Steadily, over the past year, Tagged has asserted itself as the third largest social network in the United States. It has about 5 million monthly unique visitors in the U.S., it says, citing its internal Google Analytics (Comscore’s U.S. traffic data for Tagged confirms that, above). This comes after Tagged received significant criticism back in 2007 for making it almost impossible for new users to avoid spamming their friends with invites to the service.
The growth puts it ahead of other players like Friendster and Hi5, even though those other networks may have more traffic globally. Strength in the U.S. is considered valuable because it’s an easier place to monetize Web sites. Reasons include the the relatively vibrant online advertising market and household income levels. Thirty percent of Tagged’s traffic is in the U.S.

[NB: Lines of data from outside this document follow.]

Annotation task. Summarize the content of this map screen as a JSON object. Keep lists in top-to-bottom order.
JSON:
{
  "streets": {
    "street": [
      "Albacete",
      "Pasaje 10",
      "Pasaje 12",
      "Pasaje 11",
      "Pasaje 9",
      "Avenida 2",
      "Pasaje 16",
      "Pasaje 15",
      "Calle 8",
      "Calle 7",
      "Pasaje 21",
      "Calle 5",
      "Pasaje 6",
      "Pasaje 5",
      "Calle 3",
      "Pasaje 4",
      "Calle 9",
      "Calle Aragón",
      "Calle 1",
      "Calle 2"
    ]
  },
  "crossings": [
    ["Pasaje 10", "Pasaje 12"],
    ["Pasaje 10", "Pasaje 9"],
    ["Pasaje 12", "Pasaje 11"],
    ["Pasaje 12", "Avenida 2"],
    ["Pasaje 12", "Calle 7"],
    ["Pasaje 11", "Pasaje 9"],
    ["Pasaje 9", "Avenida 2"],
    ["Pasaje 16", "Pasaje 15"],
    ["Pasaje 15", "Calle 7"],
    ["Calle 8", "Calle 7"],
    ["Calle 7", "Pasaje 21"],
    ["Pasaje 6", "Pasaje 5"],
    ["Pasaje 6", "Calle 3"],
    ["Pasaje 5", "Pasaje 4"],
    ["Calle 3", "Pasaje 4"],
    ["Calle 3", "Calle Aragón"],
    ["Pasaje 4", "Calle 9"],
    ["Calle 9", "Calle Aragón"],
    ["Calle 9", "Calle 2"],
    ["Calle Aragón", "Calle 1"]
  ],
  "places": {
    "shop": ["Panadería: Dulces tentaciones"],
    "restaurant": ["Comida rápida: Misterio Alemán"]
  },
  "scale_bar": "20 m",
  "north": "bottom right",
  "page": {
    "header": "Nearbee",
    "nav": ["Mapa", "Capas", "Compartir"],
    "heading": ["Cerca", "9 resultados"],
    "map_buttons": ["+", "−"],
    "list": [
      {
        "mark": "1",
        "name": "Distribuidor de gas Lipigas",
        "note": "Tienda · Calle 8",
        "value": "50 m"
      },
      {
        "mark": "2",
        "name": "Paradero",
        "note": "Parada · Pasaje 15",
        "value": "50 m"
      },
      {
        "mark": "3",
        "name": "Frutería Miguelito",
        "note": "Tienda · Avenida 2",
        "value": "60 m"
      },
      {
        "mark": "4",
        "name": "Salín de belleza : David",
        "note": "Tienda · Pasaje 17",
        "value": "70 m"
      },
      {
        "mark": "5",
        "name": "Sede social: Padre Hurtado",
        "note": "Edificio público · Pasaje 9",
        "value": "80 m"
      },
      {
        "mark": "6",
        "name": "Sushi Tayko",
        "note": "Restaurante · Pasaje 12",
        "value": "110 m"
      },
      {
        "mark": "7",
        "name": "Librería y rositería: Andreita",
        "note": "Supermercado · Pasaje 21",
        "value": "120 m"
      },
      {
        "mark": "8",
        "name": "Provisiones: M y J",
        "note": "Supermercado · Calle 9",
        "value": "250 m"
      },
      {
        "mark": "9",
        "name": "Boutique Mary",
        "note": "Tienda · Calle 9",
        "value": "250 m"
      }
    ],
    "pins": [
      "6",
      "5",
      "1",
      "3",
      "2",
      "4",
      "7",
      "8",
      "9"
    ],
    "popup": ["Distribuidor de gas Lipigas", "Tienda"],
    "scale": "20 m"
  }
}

More impressively, Tagged’s spokesman Louis Willacy says the company is now “comfortably profitable.” That’s why he says the company chose to raise debt, instead of equity. Profitability means it has the money to pay back the debt over time. Equity would have come with harsher terms, now that venture investors are more hawkish about the way they invest.
The company is also positioning itself as the last free-standing player desirable for acquisition. MySpace and Bebo are owned by larger companies. Facebook has priced itself out of the market for many potential acquirers, because it raised money at sky-high valuations (Microsoft valued it as high as $15 billion, for example).
So who uses Tagged, and how is it different from Facebook and MySpace? Well, Tagged has focused over the past year on engaging users who want to “discover” new friends, realizing that this activity is an area where Facebook is weak. Facebook is useful mainly in letting users manage the friendships they’ve already established offline.
The company says it has now completed the first two of its three-phase growth plan. First was user growth, which it realized in 2007, by growing to 60 million registered users from 12 million. Then, this year, it focused on user engagement. Again, it focused on “discovery” features, such as making browsing large numbers of profiles super easy. Now it is moving to focus on making money. It has hired a new VP of sales to help it.
The debt funding was led by Horizon Technology Finance and Leader Ventures.
In a statement, co-founder and chief executive Greg Tseng said Tagged’s page view traffic has grown 500 percent this year. The company was backed earlier by Mayfield Fund.